These are important questions.

Water pressure

I don’t know that I’d necessarily mark a shower down if the pressure was too aggressive (though I remember feeling like I’d been sandblasted whenever I’d use the firehose-esque shower at Ben’s old apartment in Bellevue), but a weak stream is always a disappointment.

Pressure should also be consistent, as blast-drizzle-blast isn’t super enjoyable either.

Water temperature

Hot water is important, of course, but so is consistency of temperature.

Some older buildings have temperature fluctuations, and there’s not always much that can be done about old plumbing, but there’s no excuse in new construction. A surprise scalding isn’t fun.

Shower controls

These should be (relatively) intuitive, and easily managed. It shouldn’t take five minutes to negotiate the right ratios of hot and cold water from different spigots, or a mechanical engineering degree to get water to the shower head.

Beyond that, one should be able to do all that manipulation without having to get in the shower, or should at least not have to get drenched in cold water while figuring out the controls.


Just try to set the temperature here without getting wet

Adjustable or double shower heads

This might just be my personal rant against rainforest shower heads, but the ideal shower setup allows for flexibility.

I don’t always want to get my hair or face wet when showering, so being able to angle a shower head is nice. A separate wand works in the case of “fancier” showers too.

Park-Hyatt-Abu-Dhabi-View-King-04
This is a beautiful shower, but you’re committed

Water containment

Does the bathroom flood while I’m showering?

I don’t really care whether there’s a curtain, door, ledge, creative angle, or whatever else. I just want the remainder of the bathroom to stay relatively dry.


Has the person who designed this ever showered anywhere?

Ambient temperature / steam abatement

While the water containment situation might be resolved by creative angles, what does that mean for the overall experience?

A shower that’s overly-exposed to the air can be hard to keep warm (or it can be shockingly cold when you turn off the hot water), and a lack of doors or curtains can make the bathroom itself so steamy as to be unusable for several minutes after showering.

W-Santiago
Fun, perhaps, but not super practical 

Basic bath amenities

This should be a “gimme” category, but I’ve stayed at enough hotels that randomly didn’t offer washcloths, or enough towels for the registered guests, or more than one bar of soap that I think it’s worth including.

Hyatt-Regency-Orlando-Airport-19
Whatever gets the job done

Extra credit

There are also a couple of things that are minor, but can make a big difference to the overall shower experience, so they each get a half point, potentially.

Separate tub

This obviously isn’t always practical, and we’re talking about showers here, not bathrooms overall.
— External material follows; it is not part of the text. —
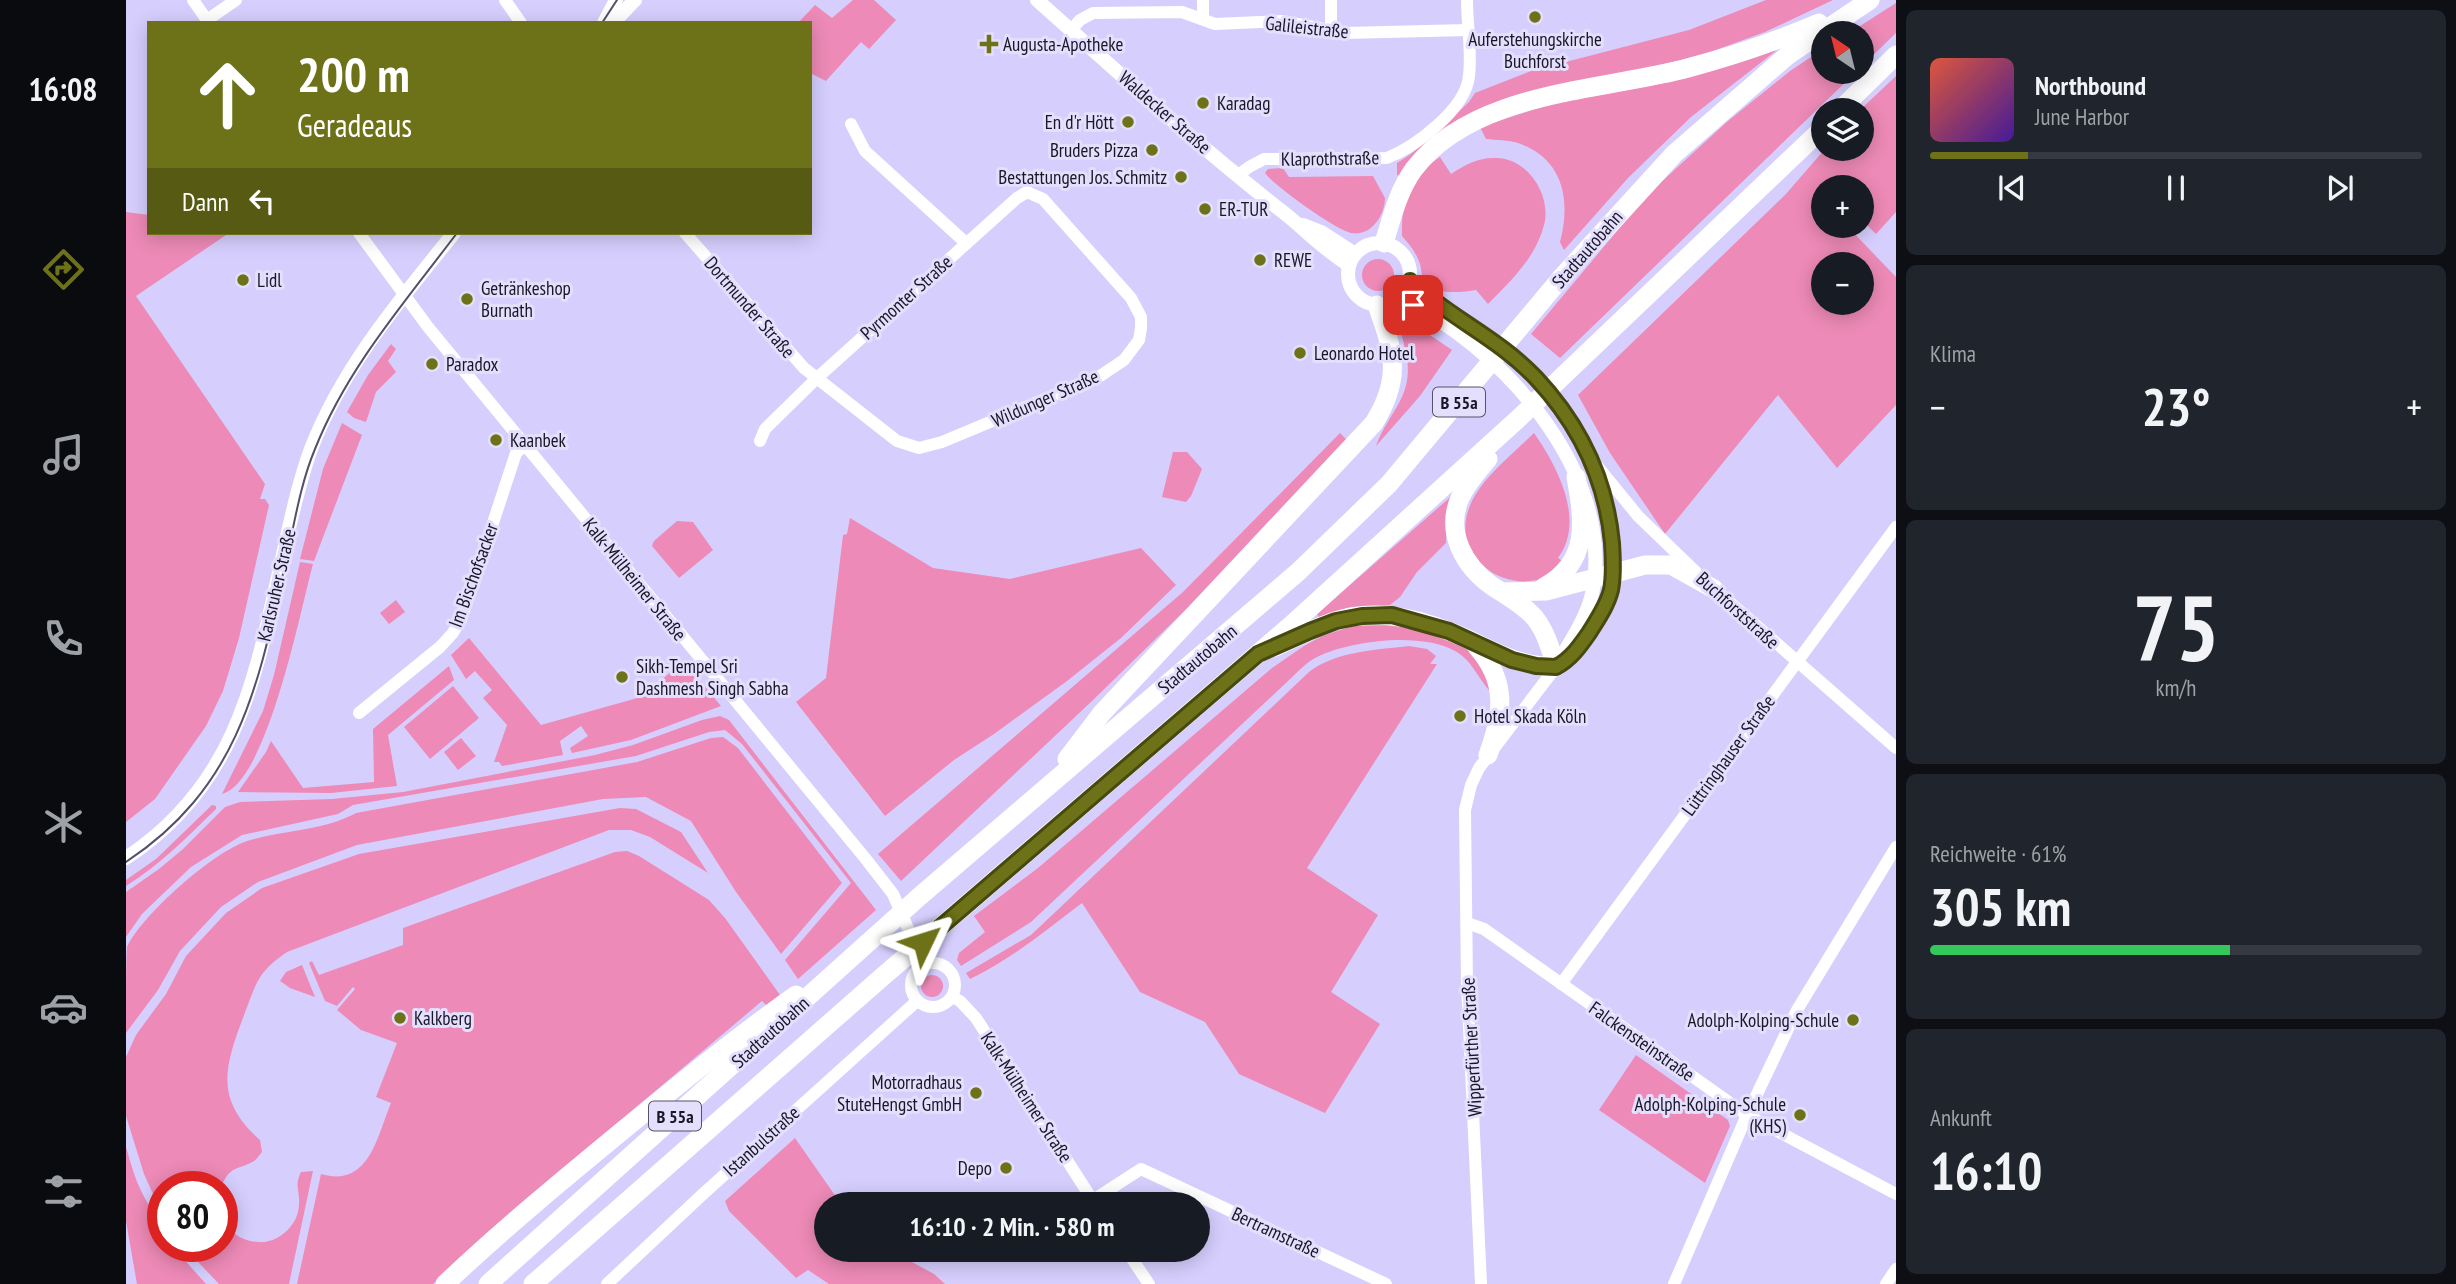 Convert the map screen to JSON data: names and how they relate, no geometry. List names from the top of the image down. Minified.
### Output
{"streets":{"highway":["Stadtautobahn","B 55a"],"street":["Galileistraße","Waldecker Straße","Klaprothstraße","Pyrmonter Straße","Dortmunder Straße","Wildunger Straße","Im Bischofsacker","Kalk-Mülheimer Straße","Karlsruher Straße","Buchforststraße","Lüttringhauser Straße","Falckensteinstraße","Wipperfürther Straße","Istanbulstraße","Bertramstraße"]},"crossings":[["Galileistraße","Waldecker Straße"],["Galileistraße","Klaprothstraße"],["Waldecker Straße","Klaprothstraße"],["Pyrmonter Straße","Dortmunder Straße"],["Pyrmonter Straße","Wildunger Straße"],["Dortmunder Straße","Wildunger Straße"],["Im Bischofsacker","Kalk-Mülheimer Straße"],["Kalk-Mülheimer Straße","Karlsruher Straße"],["Kalk-Mülheimer Straße","Istanbulstraße"],["Buchforststraße","Lüttringhauser Straße"],["Lüttringhauser Straße","Falckensteinstraße"],["Falckensteinstraße","Wipperfürther Straße"]],"places":{"other":["Auferstehungskirche Buchforst","Karadag","En d'r Hött","Bruders Pizza","Bestattungen Jos. Schmitz","ER-TUR","REWE","Lidl","Getränkeshop Burnath","Leonardo Hotel","Paradox","Kaanbek","Sikh-Tempel Sri Dashmesh Singh Sabha","Hotel Skada Köln","Kalkberg","Adolph-Kolping-Schule","Motorradhaus StuteHengst GmbH","Adolph-Kolping-Schule (KHS)","Depo"],"health":["Augusta-Apotheke"]},"north":"top left","page":{"tabs":"16:08","map_buttons":["+","−"],"turn":["200 m","Geradeaus"],"song":["Northbound","June Harbor"],"then":"Dann","tile":["Klima",["75","km/h"],["Reichweite · 61%","305 km"],["Ankunft","16:10"]],"heat":["−","23°","+"],"limit":"80","trip":"16:10 · 2 Min. · 580 m"}}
It’s always nice when the tub is separated from the shower though.

Sheraton-Maldives-tub
Separate tubs are also pretty

Upgraded amenities

Little things can make a difference, which is where the nicer amenities come into play. I wouldn’t score a shower down for not having shower gel, but it’s certainly appreciated.

Toiletries
Taken to extremes at the Parker Palm Springs

Back to that C-/D shower…

Given all that, how does the shower at my present hotel measure up?

shower-grading

I guess the letter grade depends on your rubric. All I know is that there is water everywhere.

bad-hotel-shower
You might not be able to see the standing water, but trust me

How would you rate hotel showers? Anything I missed? And any hotels that knock it out of the park?

Comments

  1. a pet peeve is shower amenities – shampoo / body wash / conditioner – with lettering so small you cannot read the label without your glasses in the morning. SINGAPORE MARRIOTT TANG PLAZA gets this so right: huge lettering on soft packets in multiple languages that are easily read…. as opposed to Hilton, who seem to have bought their toiletries bulk by the truckload back in the 70’s when we all still had our eyesight…. Worth a whole article just to discuss this…
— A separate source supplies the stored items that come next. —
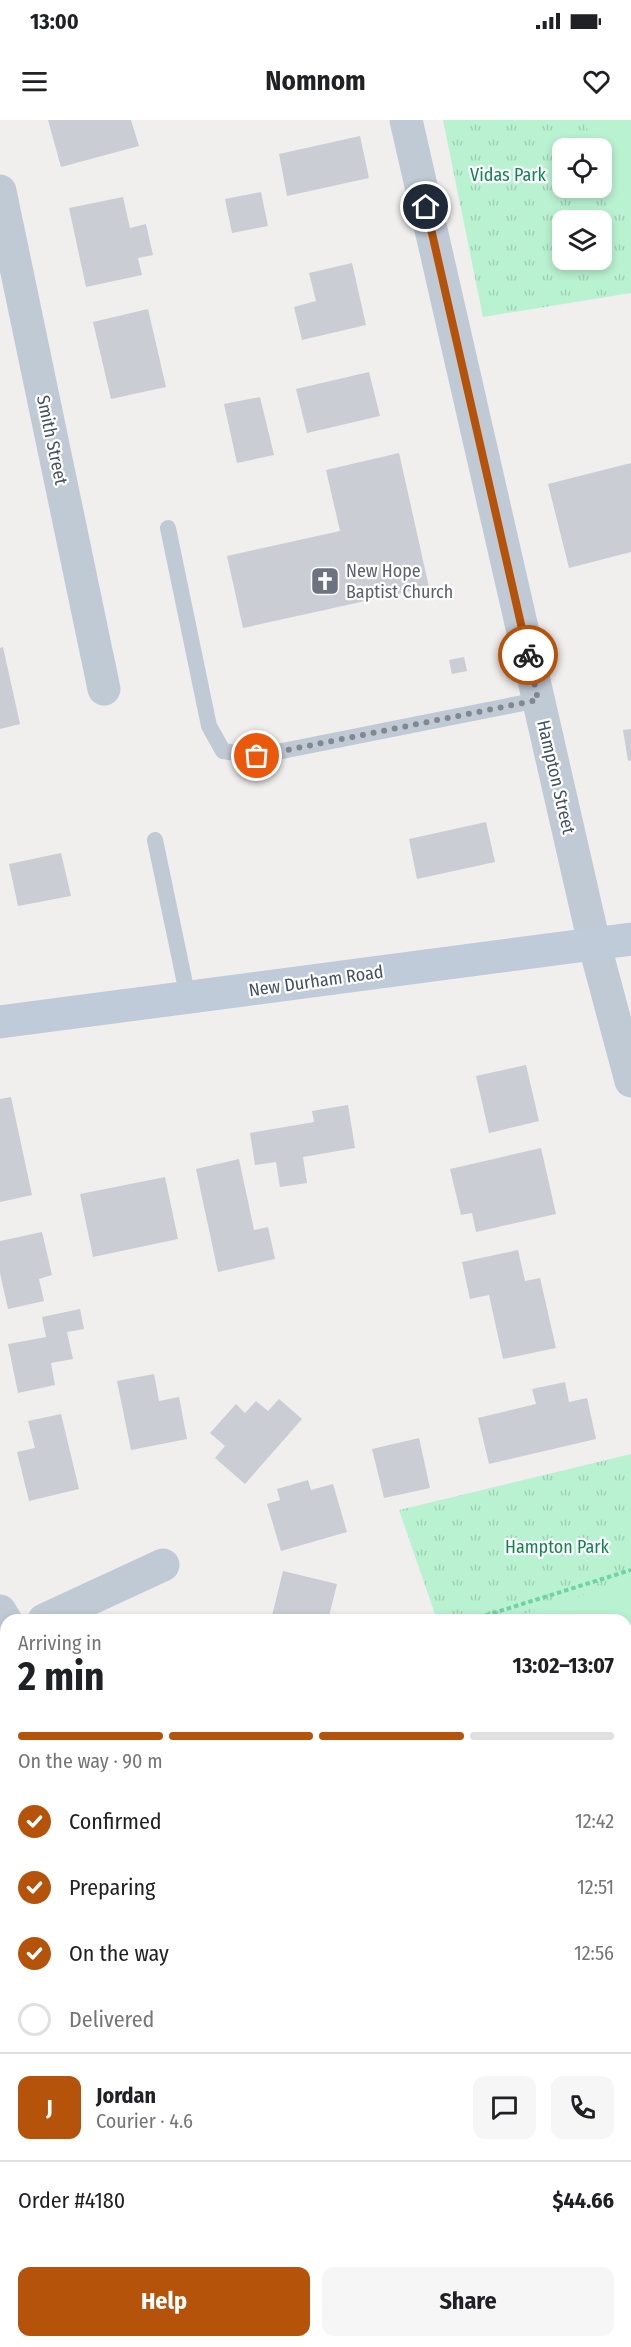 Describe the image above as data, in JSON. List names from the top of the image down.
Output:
{
  "streets": {
    "main road": ["New Durham Road"],
    "street": ["Smith Street", "Hampton Street"]
  },
  "crossings": [
    ["Hampton Street", "New Durham Road"]
  ],
  "parks": ["Vidas Park", "Hampton Park"],
  "places": {
    "church": ["New Hope Baptist Church"]
  },
  "page": {
    "status": "13:00",
    "header": "Nomnom",
    "heading": ["2 min", "Arriving in", "13:02–13:07"],
    "panel": [
      "Jordan",
      "Courier · 4.6",
      "Order #4180",
      "$44.66"
    ],
    "bar": "On the way · 90 m",
    "list": [
      ["Confirmed", "12:42"],
      ["Preparing", "12:51"],
      ["On the way", "12:56"],
      "Delivered"
    ],
    "round": "J",
    "buttons": ["Help", "Share"]
  }
}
  2. Absolutely brilliant article. I was nodding my head the entire time.

    And yes, holla at the Dallas Admirals Club, but for a real experience try the locker room shower at the Park Hyatt New York. It has ELEVEN (11) shower heads!

  3. Any shower that doesn’t have a simple thermostatic control is marked down in my book. Separate hot and cold, and non-thermostatic mixers are unacceptable, even in old properties.

    But I like rain shower heads, whereas clearly you don’t.

  4. Agree completely. My experience at the Conrad Seoul in South Korea: beautiful hotel, great rooms, with spectacular bathroom and shower but one fatal flaw, a glass shower door without a rubber strip at the bottom or depression of the shower floor, so that every shower resulted in a flood across the entire bathroom. Calls to maintenance suggesting there was a piece missing resulted in nothing, perhaps because of language difficulties. Takes the pleasure out of a nice shower when you have to wade across the bathroom the rest of the morning.

  5. I *love* that you wrote this column. Right now I’m staying at a Kimpton hotel with the most complicated shower controls imaginable, and I was just complaining about it 10 minutes ago. The controls are so complicated that there’s even a door-hanger with instructions on the shower door (so, at least it has a door). No shower should require a door-hanger with instructions. None. Ever.

    Also, because of the poor design, not only do you need to get wet from above when you’re adjusting the temperature, but it’s also easy to get wet from in front because of jets mounted to the wall.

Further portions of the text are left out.